It was book club today and the book we were discussing (in between gossiping about what we’ve been doing recently, news, chat, and other books we’ve been reading) was Bookworm by Lucy Mangan. It’s subtitled A Memoir of Childhood Reading, and its an account of the books read through childhood by Lucy Mangan… The blurb says:
‘When Lucy Mangan was little, stories were everything. They opened up different worlds and cast new light on this one. She was whisked away to Narnia – and Kirrin Island – and Wonderland. She ventured down rabbit holes and womble burrows into midnight gardens and chocolate factories. No wonder she only left the house for her weekly trip to the library. In Bookworm, Lucy brings the favourite characters of our collective childhoods back to life and disinters a few forgotten treasures poignantly, wittily using them to tell her own story, that of a born, and unrepentant, bookworm.’
I was quite interested in the idea of biography through books, but I’m sorry to say I struggled my way through it, and if it hadn’t been a book club book I would have abandoned it. We were only a small group today for various reasons, but one other person gave up halfway through and another hadn’t finished and was struggling to do so, and we all felt a slight sense of disappointment. Reading reviews of it, the rest of the world seemed to love it. Next time we meet, no doubt our missing members will share their thoughts and I hope some of them did enjoy the book, so we can hear their opinions on it.

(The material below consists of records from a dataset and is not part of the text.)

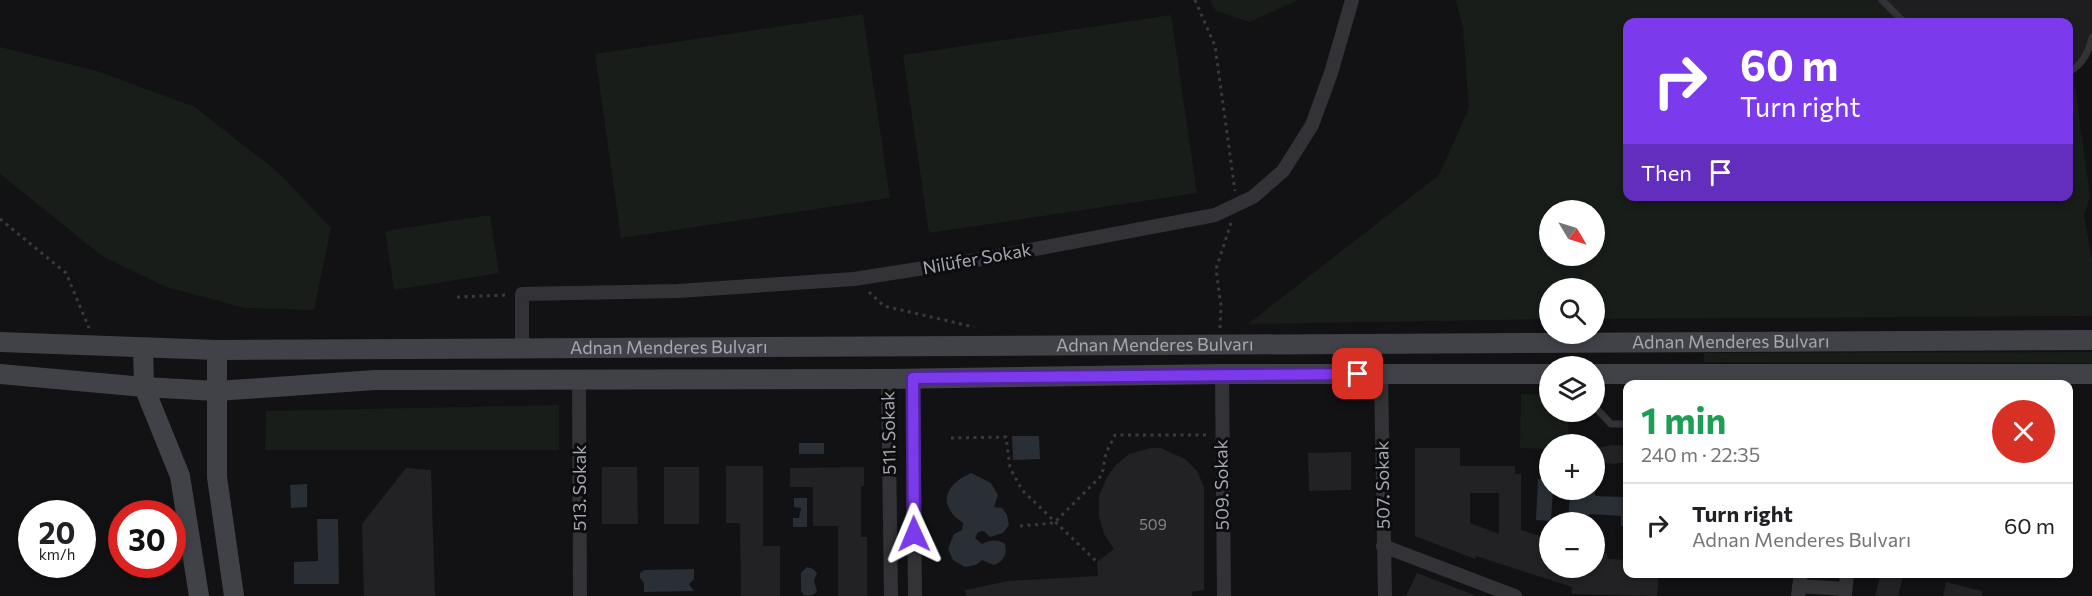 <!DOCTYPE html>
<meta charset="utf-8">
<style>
body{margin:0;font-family:Commissioner,sans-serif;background:#f2f2f2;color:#202124;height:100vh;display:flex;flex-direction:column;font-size:22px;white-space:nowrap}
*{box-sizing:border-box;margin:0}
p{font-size:20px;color:#757577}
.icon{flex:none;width:33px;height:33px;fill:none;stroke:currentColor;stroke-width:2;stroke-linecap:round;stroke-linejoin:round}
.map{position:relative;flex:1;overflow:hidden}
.panel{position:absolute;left:1623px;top:380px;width:450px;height:198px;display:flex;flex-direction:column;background:#fff;border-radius:12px;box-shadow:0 3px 9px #0003}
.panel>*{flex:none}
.top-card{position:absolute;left:1623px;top:18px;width:450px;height:183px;border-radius:12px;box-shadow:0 3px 9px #0003;background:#7c3aed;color:#fff;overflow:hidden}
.needle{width:39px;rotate:128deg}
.controls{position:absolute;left:1539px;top:200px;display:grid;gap:12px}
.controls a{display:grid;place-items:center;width:66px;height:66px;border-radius:50%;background:#fff;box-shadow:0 3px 9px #0003;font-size:30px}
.speed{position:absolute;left:18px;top:500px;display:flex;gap:12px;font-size:30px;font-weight:700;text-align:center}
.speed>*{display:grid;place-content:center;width:78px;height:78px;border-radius:50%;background:#fff;box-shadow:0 3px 9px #0003;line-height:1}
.speed small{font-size:15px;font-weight:400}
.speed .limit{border:9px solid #d22;background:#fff;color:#111}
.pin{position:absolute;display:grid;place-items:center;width:51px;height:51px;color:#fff;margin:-26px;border-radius:12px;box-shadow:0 3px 9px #0006}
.me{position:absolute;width:66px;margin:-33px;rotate:359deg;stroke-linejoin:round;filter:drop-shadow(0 0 4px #0008)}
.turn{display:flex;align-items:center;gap:21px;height:126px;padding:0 18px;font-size:27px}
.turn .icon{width:78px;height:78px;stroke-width:2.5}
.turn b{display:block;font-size:42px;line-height:51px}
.then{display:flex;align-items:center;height:57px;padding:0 18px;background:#0003;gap:12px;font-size:22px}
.round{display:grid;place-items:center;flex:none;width:63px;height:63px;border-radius:32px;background:#f2f2f2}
.summary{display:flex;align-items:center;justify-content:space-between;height:102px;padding:0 18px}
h1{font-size:36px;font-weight:700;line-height:45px;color:#1e9e55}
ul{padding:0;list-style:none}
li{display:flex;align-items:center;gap:18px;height:84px;padding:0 18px;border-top:2px solid #e0e0e0}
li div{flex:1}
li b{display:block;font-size:22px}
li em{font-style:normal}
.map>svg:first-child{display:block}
</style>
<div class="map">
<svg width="2092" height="596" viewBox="0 0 2092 596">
<rect width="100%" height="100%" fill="#121113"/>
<path fill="#1e1e20" d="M1882 0H2092V40L2085 57 2069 72 2068 22H1904Z"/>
<path fill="#181d19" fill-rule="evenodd" d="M1210 0H1298L1250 22 1216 11Z
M1456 0H1882L1904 22H1628V196H2068V72L2073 70 2090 197 2084 215 2092 259V316L1595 319 1594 288H1550L1549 319 1248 324 1439 175 1469 108 1463 29ZM1550 210H1594V255H1550Z
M863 14 890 198 621 238 595 54Z
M1171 15 1197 193 929 233 903 55Z
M0 47 97 71 195 107 279 173 331 228 314 310 245 308 166 287 102 256 0 174Z
M490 215 499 273 394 290 385 231Z
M2092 352V363L1704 362V353Z
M1521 394 1549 395 1550 411H1570L1567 444H1550L1549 449 1520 448Z
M559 405V450H265L266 411Z"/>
<path fill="#292f35" d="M1012 436H1039L1040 459 1013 460Z
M799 443H824V454H799Z
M971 473 991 483 998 495 994 507 1002 508 1007 515 1009 525 1003 533 990 537 984 531 978 532 975 538 982 544C990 540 997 539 1005 544 1007 555 1004 561 994 565L982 560 976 565 965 567 953 560 948 549 954 534 962 530 963 523C960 520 954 517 952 513 938 495 955 480 971 473Z
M1538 479H1549L1550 489H1553L1551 521 1536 520Z
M1595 482V496L1623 497 1625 485H1627V527L1621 526V516L1590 514 1580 522H1568L1570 489H1594Z
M307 484V507L291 508 290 485Z
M794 498H807V527H793V518H799L801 508 794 507Z
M317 519H338L339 584H294V562L318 561Z
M807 567 813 569 817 573 814 581 817 591C814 596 809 596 804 595L801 591V573Z
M694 569V579L689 584 694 591 644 592V583L640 578V573L644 570Z"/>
<path fill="#222224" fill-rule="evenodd" d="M1611 445 1628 446V462L1613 464 1594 461V449Z
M1150 448H1161L1185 459 1197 471 1204 487V590L1192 592V596H966L965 590 1008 581 1098 576 1097 562 1114 549 1104 534 1099 516V496L1106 479 1115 466 1129 454Z
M1415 448H1460V466H1515V474H1521V530L1550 539V567H1594V552L1607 553V559L1628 560V573H1659L1657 596 1572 594V587L1476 556 1475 559 1415 536ZM1470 493H1499V534L1470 523Z
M1351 452V490L1309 491 1308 453Z
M726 466H763V546H780V596H741L740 523H726Z
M602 467H637L638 524H602Z
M664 467H699V524H664Z
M864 467V486H861V537H867V596H838V526H813V487H790V468Z
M406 468 431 470 435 596H364L362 524Z
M1417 573 1474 595V596H1406Z
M1881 573H1904L1898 596H1875Z
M1946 582 1982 591V596H1943Z"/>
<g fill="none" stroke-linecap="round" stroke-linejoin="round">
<path stroke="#393a3e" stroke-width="3" stroke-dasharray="3 4.5" stroke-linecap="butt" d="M1195 0 1215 46 1235 191
M0 219 66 273 89 328
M869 292 884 306 974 327
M457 297 508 295
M1220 328 1221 306 1216 269 1231 223
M951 438 1006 437 1010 468 1022 490 1097 562
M1020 526 1054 523 1102 475 1106 453 1115 435H1209"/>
<path stroke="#333337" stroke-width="7" d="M1882 0 1904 22
M2068 72C2082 66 2089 51 2092 37
M1594 406 1611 424H1628"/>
<path stroke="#333337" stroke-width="14" d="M522 347V294L678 291 854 279 988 258 1215 215 1253 197 1283 171 1312 125 1331 73 1352 0
M1222 374 1224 596
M1381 374 1385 596
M913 378 915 596
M888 379 891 596
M579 380 580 596
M1383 546 1515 596
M1799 586 1845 589
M1798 596 1801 573
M1845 596 1847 573"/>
<g stroke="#414247" stroke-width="20">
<path id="s1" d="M0 342 217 350 2092 340"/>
<path d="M143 349 144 387 180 476 199 596"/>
<path d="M217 350V477L234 596"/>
<path d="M0 374 144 387 217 391 375 380 888 379 1222 374H1550"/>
<path d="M1594 374H2092"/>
</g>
</g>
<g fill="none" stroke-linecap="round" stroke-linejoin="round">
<defs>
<path id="route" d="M914 534 913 378 1358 374"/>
</defs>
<use href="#route" stroke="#51269a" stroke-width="15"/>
<use href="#route" stroke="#7c3aed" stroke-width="10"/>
</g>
<g text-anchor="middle" stroke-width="6" stroke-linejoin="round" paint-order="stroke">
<g font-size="15" fill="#84868e">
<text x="1153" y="530">509</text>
</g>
<g font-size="18" fill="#a4a8b2" stroke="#0d0c0e">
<text transform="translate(977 259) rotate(-10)" y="6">Nilüfer Sokak</text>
<text dy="6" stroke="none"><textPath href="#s1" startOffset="1731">Adnan Menderes Bulvarı</textPath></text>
<text dy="6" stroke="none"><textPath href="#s1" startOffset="1155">Adnan Menderes Bulvarı</textPath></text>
<text dy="6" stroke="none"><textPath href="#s1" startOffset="669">Adnan Menderes Bulvarı</textPath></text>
<text transform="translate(889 433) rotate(-91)" y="6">511. Sokak</text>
<text transform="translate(1222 485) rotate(-91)" y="6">509. Sokak</text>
<text transform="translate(1383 485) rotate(-91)" y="6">507. Sokak</text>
<text transform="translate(580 488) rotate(-90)" y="6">513. Sokak</text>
</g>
</g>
</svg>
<div class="controls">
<a><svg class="needle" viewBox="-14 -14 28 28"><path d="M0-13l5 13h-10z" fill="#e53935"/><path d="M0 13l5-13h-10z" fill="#757577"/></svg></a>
<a><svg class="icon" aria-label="search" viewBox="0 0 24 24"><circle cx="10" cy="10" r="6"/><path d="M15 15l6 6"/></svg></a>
<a><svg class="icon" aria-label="layers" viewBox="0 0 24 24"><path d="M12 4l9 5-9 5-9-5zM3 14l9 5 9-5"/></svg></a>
<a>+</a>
<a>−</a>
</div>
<div class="speed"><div>20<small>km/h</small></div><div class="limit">30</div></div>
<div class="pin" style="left:1358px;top:374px;background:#d93025"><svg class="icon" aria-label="arrive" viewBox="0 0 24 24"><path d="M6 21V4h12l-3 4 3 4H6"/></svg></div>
<svg class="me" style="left:914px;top:534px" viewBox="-20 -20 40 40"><path d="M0-17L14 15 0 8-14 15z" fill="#7c3aed" stroke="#fff" stroke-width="4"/></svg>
<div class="top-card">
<div class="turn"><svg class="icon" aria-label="right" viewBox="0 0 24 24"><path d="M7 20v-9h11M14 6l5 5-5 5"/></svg><div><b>60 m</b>Turn right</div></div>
<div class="then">Then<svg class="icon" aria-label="arrive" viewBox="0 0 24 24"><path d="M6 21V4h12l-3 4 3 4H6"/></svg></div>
</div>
<section class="panel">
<div class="summary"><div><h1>1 min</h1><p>240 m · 22:35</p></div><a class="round" style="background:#d93025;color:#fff"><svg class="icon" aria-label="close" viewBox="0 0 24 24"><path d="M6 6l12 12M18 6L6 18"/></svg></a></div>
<ul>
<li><svg class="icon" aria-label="right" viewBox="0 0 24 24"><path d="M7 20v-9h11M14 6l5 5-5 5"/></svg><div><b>Turn right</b><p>Adnan Menderes Bulvarı</p></div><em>60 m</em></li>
</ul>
</section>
</div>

What we all agreed was interesting was the list of books Lucy Mangan mentions, reminding us of books we read as children and liked/loved/were influenced by. We spent quite a while talking about those books from long ago, rather than the current one we were supposed to – but that’s the way our book club seems to go! I was intrigued by the premise of it – for a long time I’ve tried to think of how I could write about my own childhood and life, have made several attempts but found none which I felt worked. I’m not going to write my own life through books I’ve read – it just made me think there are different ways of approaching biography.